» Task prompt
Gather every line from the entries below that includes "controls".
_ _ _ _ _ _ _
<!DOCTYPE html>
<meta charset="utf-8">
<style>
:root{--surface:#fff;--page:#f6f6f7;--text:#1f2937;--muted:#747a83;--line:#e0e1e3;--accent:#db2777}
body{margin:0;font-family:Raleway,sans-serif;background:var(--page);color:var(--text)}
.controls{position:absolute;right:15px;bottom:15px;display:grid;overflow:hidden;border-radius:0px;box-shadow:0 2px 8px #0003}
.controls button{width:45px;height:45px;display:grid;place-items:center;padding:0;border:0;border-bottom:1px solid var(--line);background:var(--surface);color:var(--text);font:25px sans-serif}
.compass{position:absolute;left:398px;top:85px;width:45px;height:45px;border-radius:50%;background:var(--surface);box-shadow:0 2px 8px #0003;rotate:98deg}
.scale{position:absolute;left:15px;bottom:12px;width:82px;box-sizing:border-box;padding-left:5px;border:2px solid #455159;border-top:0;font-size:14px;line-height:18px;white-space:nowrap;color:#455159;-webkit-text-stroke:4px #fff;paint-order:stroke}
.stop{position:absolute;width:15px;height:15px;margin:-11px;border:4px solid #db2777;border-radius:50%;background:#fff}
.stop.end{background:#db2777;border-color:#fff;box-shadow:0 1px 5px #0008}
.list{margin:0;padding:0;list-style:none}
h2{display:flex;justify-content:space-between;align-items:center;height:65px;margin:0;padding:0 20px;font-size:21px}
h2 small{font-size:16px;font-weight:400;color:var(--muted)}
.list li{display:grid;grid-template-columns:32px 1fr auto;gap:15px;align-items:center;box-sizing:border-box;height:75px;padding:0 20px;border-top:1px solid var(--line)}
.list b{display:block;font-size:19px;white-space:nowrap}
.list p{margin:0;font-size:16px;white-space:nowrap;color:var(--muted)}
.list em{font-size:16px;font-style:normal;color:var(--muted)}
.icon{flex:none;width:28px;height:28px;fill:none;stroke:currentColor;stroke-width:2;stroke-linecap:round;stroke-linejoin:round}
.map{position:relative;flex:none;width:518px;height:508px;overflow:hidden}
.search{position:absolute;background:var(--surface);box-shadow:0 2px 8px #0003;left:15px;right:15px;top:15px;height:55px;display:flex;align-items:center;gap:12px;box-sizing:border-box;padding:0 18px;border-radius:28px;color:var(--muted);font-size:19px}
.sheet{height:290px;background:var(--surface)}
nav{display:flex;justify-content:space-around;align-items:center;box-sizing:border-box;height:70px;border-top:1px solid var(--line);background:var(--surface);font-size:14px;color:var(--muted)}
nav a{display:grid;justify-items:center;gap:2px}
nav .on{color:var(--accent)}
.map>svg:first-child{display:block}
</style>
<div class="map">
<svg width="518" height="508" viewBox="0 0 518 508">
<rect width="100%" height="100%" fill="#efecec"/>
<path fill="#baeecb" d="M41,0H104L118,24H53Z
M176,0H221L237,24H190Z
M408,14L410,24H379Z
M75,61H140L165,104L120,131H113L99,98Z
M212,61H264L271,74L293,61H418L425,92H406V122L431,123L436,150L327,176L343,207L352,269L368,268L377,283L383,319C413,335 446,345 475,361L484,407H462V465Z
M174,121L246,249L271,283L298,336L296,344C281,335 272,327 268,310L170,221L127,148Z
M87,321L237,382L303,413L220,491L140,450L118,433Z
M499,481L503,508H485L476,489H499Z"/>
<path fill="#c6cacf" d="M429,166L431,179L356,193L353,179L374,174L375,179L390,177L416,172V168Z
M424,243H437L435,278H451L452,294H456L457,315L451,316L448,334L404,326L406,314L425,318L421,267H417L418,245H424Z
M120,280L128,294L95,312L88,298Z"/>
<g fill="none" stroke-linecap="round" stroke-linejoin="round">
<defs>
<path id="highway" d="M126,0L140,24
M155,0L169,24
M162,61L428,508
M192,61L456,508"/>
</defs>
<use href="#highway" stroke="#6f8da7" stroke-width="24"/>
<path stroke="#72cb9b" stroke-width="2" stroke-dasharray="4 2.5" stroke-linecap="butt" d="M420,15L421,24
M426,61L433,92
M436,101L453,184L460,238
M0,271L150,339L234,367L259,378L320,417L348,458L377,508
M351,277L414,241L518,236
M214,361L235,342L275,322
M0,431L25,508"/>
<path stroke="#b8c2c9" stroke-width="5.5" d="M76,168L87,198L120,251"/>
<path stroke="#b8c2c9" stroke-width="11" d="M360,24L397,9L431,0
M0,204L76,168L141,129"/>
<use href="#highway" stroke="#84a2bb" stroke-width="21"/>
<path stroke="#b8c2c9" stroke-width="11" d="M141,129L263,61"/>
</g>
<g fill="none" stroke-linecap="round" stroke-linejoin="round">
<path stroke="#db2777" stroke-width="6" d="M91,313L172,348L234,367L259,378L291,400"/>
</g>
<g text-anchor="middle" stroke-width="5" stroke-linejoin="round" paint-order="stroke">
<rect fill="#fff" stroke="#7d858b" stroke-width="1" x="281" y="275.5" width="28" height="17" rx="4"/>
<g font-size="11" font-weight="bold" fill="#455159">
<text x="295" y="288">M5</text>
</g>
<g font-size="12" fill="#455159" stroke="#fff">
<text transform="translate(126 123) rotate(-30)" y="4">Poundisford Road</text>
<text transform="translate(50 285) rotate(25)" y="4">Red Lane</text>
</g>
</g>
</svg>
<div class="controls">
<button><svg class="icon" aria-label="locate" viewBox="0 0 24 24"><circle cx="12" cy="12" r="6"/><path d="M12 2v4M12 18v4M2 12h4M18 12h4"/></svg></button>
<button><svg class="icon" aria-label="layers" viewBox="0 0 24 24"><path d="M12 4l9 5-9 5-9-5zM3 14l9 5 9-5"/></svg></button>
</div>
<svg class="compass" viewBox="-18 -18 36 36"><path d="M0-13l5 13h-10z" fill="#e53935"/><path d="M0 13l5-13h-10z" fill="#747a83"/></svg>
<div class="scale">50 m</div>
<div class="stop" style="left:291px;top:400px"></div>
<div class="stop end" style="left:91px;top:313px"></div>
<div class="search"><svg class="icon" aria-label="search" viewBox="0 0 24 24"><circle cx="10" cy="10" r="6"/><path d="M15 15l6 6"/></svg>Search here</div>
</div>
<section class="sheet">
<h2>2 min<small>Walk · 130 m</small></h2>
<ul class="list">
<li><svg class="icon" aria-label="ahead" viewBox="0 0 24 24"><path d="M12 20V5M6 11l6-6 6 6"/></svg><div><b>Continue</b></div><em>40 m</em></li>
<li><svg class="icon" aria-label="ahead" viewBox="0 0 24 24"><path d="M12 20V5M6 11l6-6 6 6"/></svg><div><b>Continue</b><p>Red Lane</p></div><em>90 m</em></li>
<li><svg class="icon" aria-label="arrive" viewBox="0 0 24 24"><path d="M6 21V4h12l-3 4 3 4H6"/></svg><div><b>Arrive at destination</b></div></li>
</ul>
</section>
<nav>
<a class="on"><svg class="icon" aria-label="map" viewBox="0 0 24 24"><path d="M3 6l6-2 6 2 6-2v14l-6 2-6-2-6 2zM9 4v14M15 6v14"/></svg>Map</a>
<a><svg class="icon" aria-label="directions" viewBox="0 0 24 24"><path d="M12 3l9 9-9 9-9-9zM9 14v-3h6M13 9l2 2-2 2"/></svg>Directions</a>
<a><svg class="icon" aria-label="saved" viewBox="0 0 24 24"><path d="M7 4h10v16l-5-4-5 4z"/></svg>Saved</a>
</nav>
_ _ _ _ _ _ _
» Result for this exercise
.controls{position:absolute;right:15px;bottom:15px;display:grid;overflow:hidden;border-radius:0px;box-shadow:0 2px 8px #0003}
.controls button{width:45px;height:45px;display:grid;place-items:center;padding:0;border:0;border-bottom:1px solid var(--line);background:var(--surface);color:var(--text);font:25px sans-serif}
<div class="controls">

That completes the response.